Get all books that are in genre "Comedy"
Again, most likely I would do a scan infrequently and cache the list. You could consider adding a GSI with partition key genre and sort key ISBN. Personally I would start with the scan and cache approach and see how you get on. You can always add the GSI at a later date.
Query for book(s) named "Harry Potter"
Clearly you can't cache this one. Do a scan with a filterexpression on title
var params = {
TableName: "Books",
ExpressionAttributeValues: {
":a": {
S: "Harry Potter"
}
},
FilterExpression: "title CONTAINS :a"
};
dynamodb.scan(params, function(err, data) {
if (err) console.log(err, err.stack); // an error occurred
else console.log(data); // successful response
});
You can checkout the condition operators here
Get all books with ISBN 1, 2, 3, 4, or 9
For this one, do a GetItem on each individual ISBN and add it into a set. The query below gets one book. You would put this in a loop and iterate through the set of ISBNs you want to get.
var params = {
Key: {
"ISBN": {
S: "1"
}
},
TableName: "Books"
};
dynamodb.getItem(params, function(err, data) {
if (err) console.log(err, err.stack); // an error occurred
else console.log(data); // successful response
});
Question 1
Yes, if you store the genre as a string against each item, and you change the genre name, you would have to update each item. Or as an alternative you would have to update the genre on the item before presenting it to the user.

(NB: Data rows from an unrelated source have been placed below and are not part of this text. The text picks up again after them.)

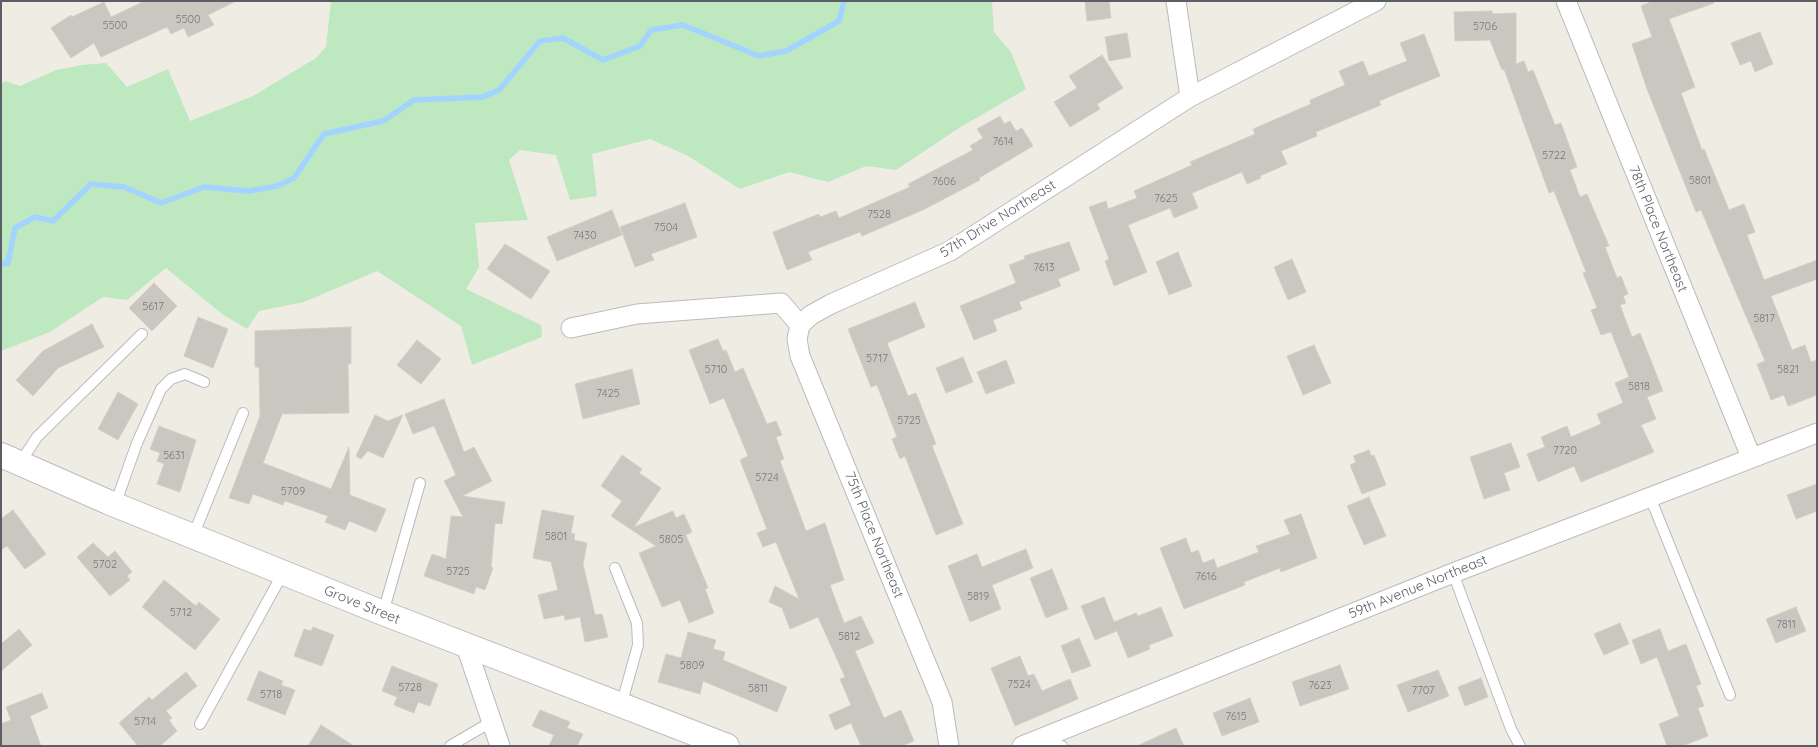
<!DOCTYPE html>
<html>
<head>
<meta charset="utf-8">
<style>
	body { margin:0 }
	#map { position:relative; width:1818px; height:747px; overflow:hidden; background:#efede3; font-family:Quicksand,sans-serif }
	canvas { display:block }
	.frame { position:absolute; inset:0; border:2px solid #5b5f65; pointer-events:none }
</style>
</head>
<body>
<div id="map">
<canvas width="1818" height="747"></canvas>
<div class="frame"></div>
</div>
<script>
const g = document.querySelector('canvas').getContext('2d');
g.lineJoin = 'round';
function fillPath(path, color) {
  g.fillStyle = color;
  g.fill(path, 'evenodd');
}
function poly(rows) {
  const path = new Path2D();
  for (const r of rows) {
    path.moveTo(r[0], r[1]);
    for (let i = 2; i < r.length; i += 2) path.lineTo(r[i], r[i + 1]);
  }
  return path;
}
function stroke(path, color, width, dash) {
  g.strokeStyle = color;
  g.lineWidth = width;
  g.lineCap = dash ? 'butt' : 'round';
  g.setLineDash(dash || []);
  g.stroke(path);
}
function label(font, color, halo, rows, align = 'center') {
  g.font = font + ' Quicksand,sans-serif';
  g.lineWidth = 5;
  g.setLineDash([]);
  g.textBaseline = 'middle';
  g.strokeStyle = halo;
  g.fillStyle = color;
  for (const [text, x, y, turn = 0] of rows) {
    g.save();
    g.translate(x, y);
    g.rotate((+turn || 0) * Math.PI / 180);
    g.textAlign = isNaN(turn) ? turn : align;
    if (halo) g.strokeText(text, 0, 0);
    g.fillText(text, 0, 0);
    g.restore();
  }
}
fillPath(poly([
	[331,1,992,1,994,32,1011,52,1026,89,959,128,896,170,866,166,828,182,789,172,740,189,688,156,650,139,592,154,597,196,570,200,556,155,520,150,509,160,528,220,475,223,479,267,466,289,541,325,542,337,472,365,461,326,377,271,304,302,259,311,247,329,222,314,166,268,127,300,103,297,50,332,1,351,1,84,5,81,20,86,56,70,82,65,106,63,127,87,168,69,190,121,253,96,316,58,326,47]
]), '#bee8c0');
stroke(poly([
	[1,264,8,263,15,228,35,217,53,221,91,184,124,187,161,203,204,187,248,191,277,186,294,178,324,134,383,121,414,100,483,97,499,90,540,41,563,38,603,60,640,46,651,30,683,25,759,56,786,51,839,21,844,1]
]), '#a3d3ff', 5.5);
const building = poly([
	[145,1,236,1,208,15,214,25,188,37,184,28,171,34,167,27,101,57,94,43,71,58,51,28,71,15,72,17,104,2,111,17,145,1],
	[1085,1,1109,1,1111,18,1087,21,1085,1],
	[1653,1,1713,1,1714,3,1669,19,1695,87,1681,93,1702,150,1704,149,1729,210,1744,204,1755,232,1747,235,1764,280,1817,260,1817,279,1771,296,1792,350,1805,345,1811,362,1817,360,1817,395,1788,406,1784,395,1771,400,1757,364,1765,361,1701,210,1696,212,1647,89,1632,44,1652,37,1641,6,1653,1],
	[1492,11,1492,14,1516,13,1516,64,1524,61,1528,72,1533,70,1555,125,1561,123,1577,167,1570,170,1580,197,1587,194,1609,246,1605,247,1617,278,1621,276,1628,294,1623,296,1626,303,1620,305,1632,337,1640,333,1663,391,1647,397,1656,419,1641,425,1654,452,1581,482,1574,466,1538,482,1527,454,1545,447,1541,437,1567,426,1571,437,1601,424,1597,414,1623,403,1615,383,1629,377,1611,332,1601,335,1591,310,1597,308,1583,273,1586,272,1554,191,1549,193,1504,69,1502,70,1490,40,1455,41,1454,12,1492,11],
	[1760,32,1773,64,1755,72,1751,61,1740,65,1731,43,1760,32],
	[1127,33,1131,57,1109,61,1105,37,1127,33],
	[1424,34,1440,76,1379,101,1381,105,1316,132,1317,136,1281,151,1287,164,1260,176,1261,178,1247,184,1242,172,1192,193,1198,208,1174,218,1170,208,1128,225,1147,272,1114,286,1105,261,1109,259,1089,207,1106,201,1108,209,1137,198,1134,191,1192,165,1190,162,1255,134,1253,129,1311,104,1310,100,1345,85,1339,71,1363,61,1369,76,1407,61,1400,43,1424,34],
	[1102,55,1123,88,1097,104,1100,109,1070,127,1054,102,1077,88,1069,76,1102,55],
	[1000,116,1004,124,1010,121,1016,131,1022,128,1033,146,979,178,980,180,923,210,862,236,860,232,808,252,812,260,787,270,773,232,819,214,820,217,836,211,839,218,910,187,908,184,973,150,970,146,983,138,977,129,1000,116],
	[685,203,697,237,651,254,654,260,635,267,620,227,685,203],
	[612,210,622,235,557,261,547,237,612,210],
	[1069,242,1080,270,1058,279,1061,286,1019,302,1022,309,993,320,997,331,974,340,960,306,1016,283,1009,265,1025,259,1024,256,1069,242],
	[505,244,550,271,531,299,487,269,505,244],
	[1178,252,1192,286,1169,295,1156,262,1178,252],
	[1292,259,1306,292,1288,300,1274,267,1292,259],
	[154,283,177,306,152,331,129,308,154,283],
	[915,302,925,327,887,343,908,396,916,393,936,444,932,446,963,524,936,535,905,456,900,459,892,439,897,437,877,385,871,387,848,329,915,302],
	[198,317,228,329,213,368,184,356,198,317],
	[92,324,104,347,58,368,33,396,16,380,43,351,92,324],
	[351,327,351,364,348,364,349,413,282,414,263,463,331,489,349,447,350,495,386,509,376,532,349,521,345,530,325,522,328,516,285,501,283,505,253,494,249,504,229,498,260,416,259,367,255,367,255,331,351,327],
	[718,339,723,351,726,350,735,372,743,368,767,424,776,421,782,435,776,437,784,459,780,461,806,531,825,523,844,580,830,585,844,623,861,616,874,643,855,651,884,718,901,710,914,741,902,746,861,746,851,723,835,730,829,715,851,705,840,679,845,677,818,617,790,629,782,608,769,602,775,586,799,599,776,542,763,547,757,533,767,529,740,460,748,456,724,398,710,404,689,350,718,339],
	[417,340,441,359,421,384,397,365,417,340],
	[1314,345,1331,383,1303,395,1287,356,1314,345],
	[963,357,973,382,946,393,936,368,963,357],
	[1006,360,1015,383,986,394,977,372,1006,360],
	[632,369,640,404,583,419,575,384,632,369],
	[118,392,138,404,118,440,98,429,118,392],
	[444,399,464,452,474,447,492,481,462,496,505,502,502,524,495,523,491,567,493,568,485,590,476,587,474,594,424,576,432,554,446,559,451,516,463,517,444,481,456,475,434,426,413,434,405,414,444,399],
	[375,415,388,421,403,415,383,458,368,451,361,459,356,456,375,415],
	[159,426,196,440,180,492,157,484,164,464,157,461,160,453,150,449,159,426],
	[1511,443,1520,467,1504,473,1510,490,1484,499,1470,457,1511,443],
	[1369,450,1371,456,1374,455,1386,485,1362,494,1350,465,1356,462,1353,456,1369,450],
	[622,455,642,469,639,473,661,488,634,527,673,511,676,518,684,514,692,532,686,535,708,588,705,589,714,613,689,623,680,600,662,607,639,553,656,546,611,516,622,501,601,486,622,455],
	[1817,484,1817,511,1796,519,1787,495,1817,484],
	[1369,497,1386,536,1364,545,1347,506,1369,497],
	[13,510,46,554,25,569,7,546,1,550,1,519,13,510],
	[542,510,574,516,571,533,575,534,574,540,587,543,583,564,595,615,602,614,608,637,585,642,580,617,565,620,564,615,544,619,538,595,558,590,551,562,533,558,542,510],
	[1301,514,1317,558,1281,572,1280,568,1244,582,1245,585,1184,609,1160,548,1186,538,1191,553,1198,550,1203,563,1214,559,1217,568,1259,552,1256,546,1290,534,1284,520,1301,514],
	[93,543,108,557,115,551,132,572,127,576,130,580,110,596,77,557,93,543],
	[1026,549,1033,568,992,585,1001,609,970,622,948,566,977,554,982,567,1026,549],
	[1052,569,1068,609,1046,618,1030,578,1052,569],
	[164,580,196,606,199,602,220,619,195,650,142,607,164,580],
	[1104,597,1114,622,1136,613,1138,616,1161,607,1173,636,1149,645,1150,649,1128,658,1117,631,1095,640,1081,606,1104,597],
	[1796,607,1806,631,1776,643,1766,619,1796,607],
	[1620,623,1629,644,1604,655,1594,634,1620,623],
	[313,627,334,635,322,666,294,656,304,629,311,631,313,627],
	[19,629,32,645,1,671,1,644,19,629],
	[1660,629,1668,651,1686,644,1701,684,1696,686,1704,706,1698,708,1708,736,1682,746,1667,746,1659,724,1679,716,1657,657,1641,664,1632,640,1660,629],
	[688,632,716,640,713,649,725,652,723,660,787,687,777,712,703,681,700,694,658,682,666,654,681,658,688,632],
	[1079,638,1091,666,1072,673,1061,646,1079,638],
	[1020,656,1028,676,1034,674,1042,691,1070,679,1078,699,1015,726,991,668,1020,656],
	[1340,665,1349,689,1300,706,1292,682,1340,665],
	[392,666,438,684,430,706,418,702,414,713,394,705,397,697,382,691,392,666],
	[1438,670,1449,696,1408,712,1397,685,1438,670],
	[259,671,283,681,281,685,295,690,285,715,247,700,259,671],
	[186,672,197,686,166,711,172,718,169,720,177,731,160,746,138,746,119,723,149,697,152,700,186,672],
	[1481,678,1488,697,1465,706,1458,687,1481,678],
	[42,693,48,708,30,716,41,746,1,746,1,724,11,720,6,707,42,693],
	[1250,698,1259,722,1222,736,1213,713,1250,698],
	[540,710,570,722,567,728,583,734,577,746,549,746,554,735,532,726,540,710],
	[321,725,354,746,308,746,321,725],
	[1176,728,1184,746,1137,746,1176,728]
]);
fillPath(building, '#cac7c0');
stroke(building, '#d4cfc1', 1);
const service = poly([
	[20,463,37,437,142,334],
	[1650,497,1730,695],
	[115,505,137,443,161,389,171,379,185,374,204,382],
	[193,536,243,413],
	[615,568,637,623,638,645,621,706],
	[1453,573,1511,729,1520,746],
	[383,613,420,483],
	[200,724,283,573],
	[1043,738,1062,746],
	[450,746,491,722]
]);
const minor = poly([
	[1176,1,1190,97],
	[1566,1,1751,457],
	[800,325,797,339,800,356,942,702,949,746],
	[571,328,637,314,781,303,800,325,811,315,831,304,950,251,1190,97,1376,1],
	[466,646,500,746],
	[1022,746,1453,573,1817,433]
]);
const tertiary = poly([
	[1,455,108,502,383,613,727,746]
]);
stroke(service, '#b8bbc0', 12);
stroke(minor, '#b8bbc0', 21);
stroke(tertiary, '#b8bbc0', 26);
stroke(service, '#fff', 10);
stroke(minor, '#fff', 19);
stroke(tertiary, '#fff', 24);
label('11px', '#77797c', null, [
	["5500",188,20],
	["5500",115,26],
	["5706",1485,27],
	["7614",1003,142],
	["5722",1554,156],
	["5801",1700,181],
	["7606",944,182],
	["7625",1166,199],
	["7528",879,215],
	["7504",666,228],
	["7430",585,236],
	["7613",1044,268],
	["5617",153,307],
	["5817",1764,319],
	["5717",877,359],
	["5710",716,370],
	["5821",1788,370],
	["5818",1639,387],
	["7425",608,394],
	["5725",909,421],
	["7720",1565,451],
	["5631",174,456],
	["5724",767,478],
	["5709",293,492],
	["5801",556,537],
	["5805",671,540],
	["5702",105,565],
	["5725",458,572],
	["7616",1206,577],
	["5819",978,597],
	["5712",181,613],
	["7811",1786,625],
	["5812",849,637],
	["5809",692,666],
	["7524",1019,685],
	["7623",1320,686],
	["5728",410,688],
	["5811",758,689],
	["7707",1423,691],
	["5718",271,695],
	["7615",1236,717],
	["5714",145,722]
]);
label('14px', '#5b5f65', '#fff', [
	["57th Drive Northeast",998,219,-32],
	["78th Place Northeast",1658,229,68],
	["75th Place Northeast",874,535,68],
	["59th Avenue Northeast",1418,587,-22],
	["Grove Street",362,605,22]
]);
</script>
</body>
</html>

If you expect to change genre names, the idea of using genre_id mappings seems like a good one. Just have a table of genre names and ids, load it when your application starts and keep it in application memory. You might need an admin function to reload the genre mappings table.
Keeping application parameters in a database is a well used design.
Question 3
Absolutely, have a User table in DynamoDB. That's the way I do it in my application which uses Cognito. I store a minimum set of fields in Cognito relating to user registration, then I have lots of application specific data in DynamoDB in a user table.
Question 4
Regarding graph schemas, I would check out this articles by AWS. Not too sure if that's of help.